The Privacy and Other Legislation Amendment Bill 2024 (Cth) received Royal Assent in December 2024, introducing new obligations and considerations for businesses. This Bill is only the first tranche of policy reforms to the Privacy Act 1988 (Cth) (Privacy Act), which has been subject to a range of reviews to ensure legislative relevance in the digital age. This essential guide aims to provide an overview of the key amendments and how they impact your business, specifically exploring the new compliance requirements.
Some of the key reforms which now appear in the Privacy Act are:
Statutory tort for serious invasions of privacy
The reforms create a new cause of action for individuals to enforce their concerns about privacy breaches through civil proceedings. This specifically relates to any individual or entity intentionally or recklessly intruding upon a person’s seclusion[7] or misusing information that relates to them in circumstances where a reasonable expectation of privacy exists. One crucial change is the introduction of a public interest consideration which means the public interest of a plaintiff’s privacy must be balanced against any countervailing public interests.

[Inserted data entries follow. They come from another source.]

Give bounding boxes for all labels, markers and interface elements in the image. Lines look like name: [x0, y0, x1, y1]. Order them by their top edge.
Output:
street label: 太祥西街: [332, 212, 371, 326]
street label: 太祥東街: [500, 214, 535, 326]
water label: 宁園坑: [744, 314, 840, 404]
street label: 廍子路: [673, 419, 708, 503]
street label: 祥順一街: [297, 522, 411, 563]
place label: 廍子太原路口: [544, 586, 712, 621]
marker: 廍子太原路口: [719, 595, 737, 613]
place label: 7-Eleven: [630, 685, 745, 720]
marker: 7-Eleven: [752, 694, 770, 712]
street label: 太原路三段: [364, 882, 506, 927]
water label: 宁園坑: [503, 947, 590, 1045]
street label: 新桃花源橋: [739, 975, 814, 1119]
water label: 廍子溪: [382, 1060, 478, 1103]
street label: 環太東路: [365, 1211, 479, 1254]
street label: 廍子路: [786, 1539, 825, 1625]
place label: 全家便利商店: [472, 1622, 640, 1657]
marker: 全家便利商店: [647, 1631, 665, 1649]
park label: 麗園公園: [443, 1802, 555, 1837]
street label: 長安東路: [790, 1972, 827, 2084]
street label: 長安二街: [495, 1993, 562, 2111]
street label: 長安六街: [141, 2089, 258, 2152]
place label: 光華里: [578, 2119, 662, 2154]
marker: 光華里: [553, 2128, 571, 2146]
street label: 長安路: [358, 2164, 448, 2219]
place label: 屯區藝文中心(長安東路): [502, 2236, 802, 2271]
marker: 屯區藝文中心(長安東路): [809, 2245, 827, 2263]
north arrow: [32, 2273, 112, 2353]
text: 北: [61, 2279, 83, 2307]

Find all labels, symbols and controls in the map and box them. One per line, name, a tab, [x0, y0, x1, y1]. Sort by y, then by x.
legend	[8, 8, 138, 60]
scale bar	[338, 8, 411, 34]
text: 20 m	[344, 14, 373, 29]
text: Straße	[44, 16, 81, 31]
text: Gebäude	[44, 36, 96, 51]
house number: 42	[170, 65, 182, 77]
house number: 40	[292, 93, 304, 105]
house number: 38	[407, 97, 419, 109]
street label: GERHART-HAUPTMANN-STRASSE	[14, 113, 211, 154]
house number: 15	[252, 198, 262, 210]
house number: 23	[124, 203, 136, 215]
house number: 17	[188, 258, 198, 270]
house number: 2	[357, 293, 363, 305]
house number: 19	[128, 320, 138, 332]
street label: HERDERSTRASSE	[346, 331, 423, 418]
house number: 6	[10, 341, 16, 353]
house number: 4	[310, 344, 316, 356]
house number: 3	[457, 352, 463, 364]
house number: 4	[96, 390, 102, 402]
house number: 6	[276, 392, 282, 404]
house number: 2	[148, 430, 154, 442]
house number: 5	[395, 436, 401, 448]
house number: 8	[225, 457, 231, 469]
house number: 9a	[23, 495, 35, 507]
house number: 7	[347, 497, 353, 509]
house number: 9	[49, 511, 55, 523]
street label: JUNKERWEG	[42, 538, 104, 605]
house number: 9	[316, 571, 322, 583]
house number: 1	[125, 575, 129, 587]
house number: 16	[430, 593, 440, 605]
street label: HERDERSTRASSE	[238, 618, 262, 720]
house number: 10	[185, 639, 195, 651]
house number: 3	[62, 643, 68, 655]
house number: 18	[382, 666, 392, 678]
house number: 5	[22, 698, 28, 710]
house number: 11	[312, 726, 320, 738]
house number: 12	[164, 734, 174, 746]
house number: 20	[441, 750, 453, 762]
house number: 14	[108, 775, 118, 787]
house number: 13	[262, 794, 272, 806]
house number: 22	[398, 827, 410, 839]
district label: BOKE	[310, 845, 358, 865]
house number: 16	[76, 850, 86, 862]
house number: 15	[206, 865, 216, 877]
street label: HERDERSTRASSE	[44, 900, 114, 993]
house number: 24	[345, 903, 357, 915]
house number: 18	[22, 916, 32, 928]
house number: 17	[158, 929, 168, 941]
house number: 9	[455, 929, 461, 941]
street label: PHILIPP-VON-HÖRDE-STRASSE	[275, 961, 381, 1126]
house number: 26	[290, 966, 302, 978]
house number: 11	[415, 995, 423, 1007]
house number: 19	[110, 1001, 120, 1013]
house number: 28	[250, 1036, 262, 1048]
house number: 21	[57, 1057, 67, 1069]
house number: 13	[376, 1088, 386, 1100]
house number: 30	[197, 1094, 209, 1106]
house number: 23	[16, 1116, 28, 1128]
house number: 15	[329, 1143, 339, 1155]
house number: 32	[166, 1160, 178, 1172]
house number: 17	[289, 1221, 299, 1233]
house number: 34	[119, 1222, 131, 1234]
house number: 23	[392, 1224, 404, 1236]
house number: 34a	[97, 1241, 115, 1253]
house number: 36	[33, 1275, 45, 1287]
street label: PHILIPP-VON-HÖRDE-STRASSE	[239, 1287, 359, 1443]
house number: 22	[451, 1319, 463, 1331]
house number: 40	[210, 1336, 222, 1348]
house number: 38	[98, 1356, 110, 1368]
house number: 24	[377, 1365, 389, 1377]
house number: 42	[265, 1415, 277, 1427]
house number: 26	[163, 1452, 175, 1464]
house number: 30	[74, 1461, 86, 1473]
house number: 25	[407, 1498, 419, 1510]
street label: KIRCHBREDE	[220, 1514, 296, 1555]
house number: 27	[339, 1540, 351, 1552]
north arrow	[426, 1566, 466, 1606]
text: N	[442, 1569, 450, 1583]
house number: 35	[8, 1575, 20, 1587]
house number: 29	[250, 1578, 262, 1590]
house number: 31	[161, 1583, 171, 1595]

The crucial consequence of the statutory tort for businesses is that it extends the reach of the Privacy Act beyond those select entities currently bound by it. While the majority of the Privacy Act will predominantly apply to “APP entities”[8], this measure has the specific purpose of acting upon individuals and entities more broadly. This broadness means that entities such as small businesses (with an annual turnover under $3 million) that are not currently bound by the Act at all, are potentially liable for a breach of this particular tort.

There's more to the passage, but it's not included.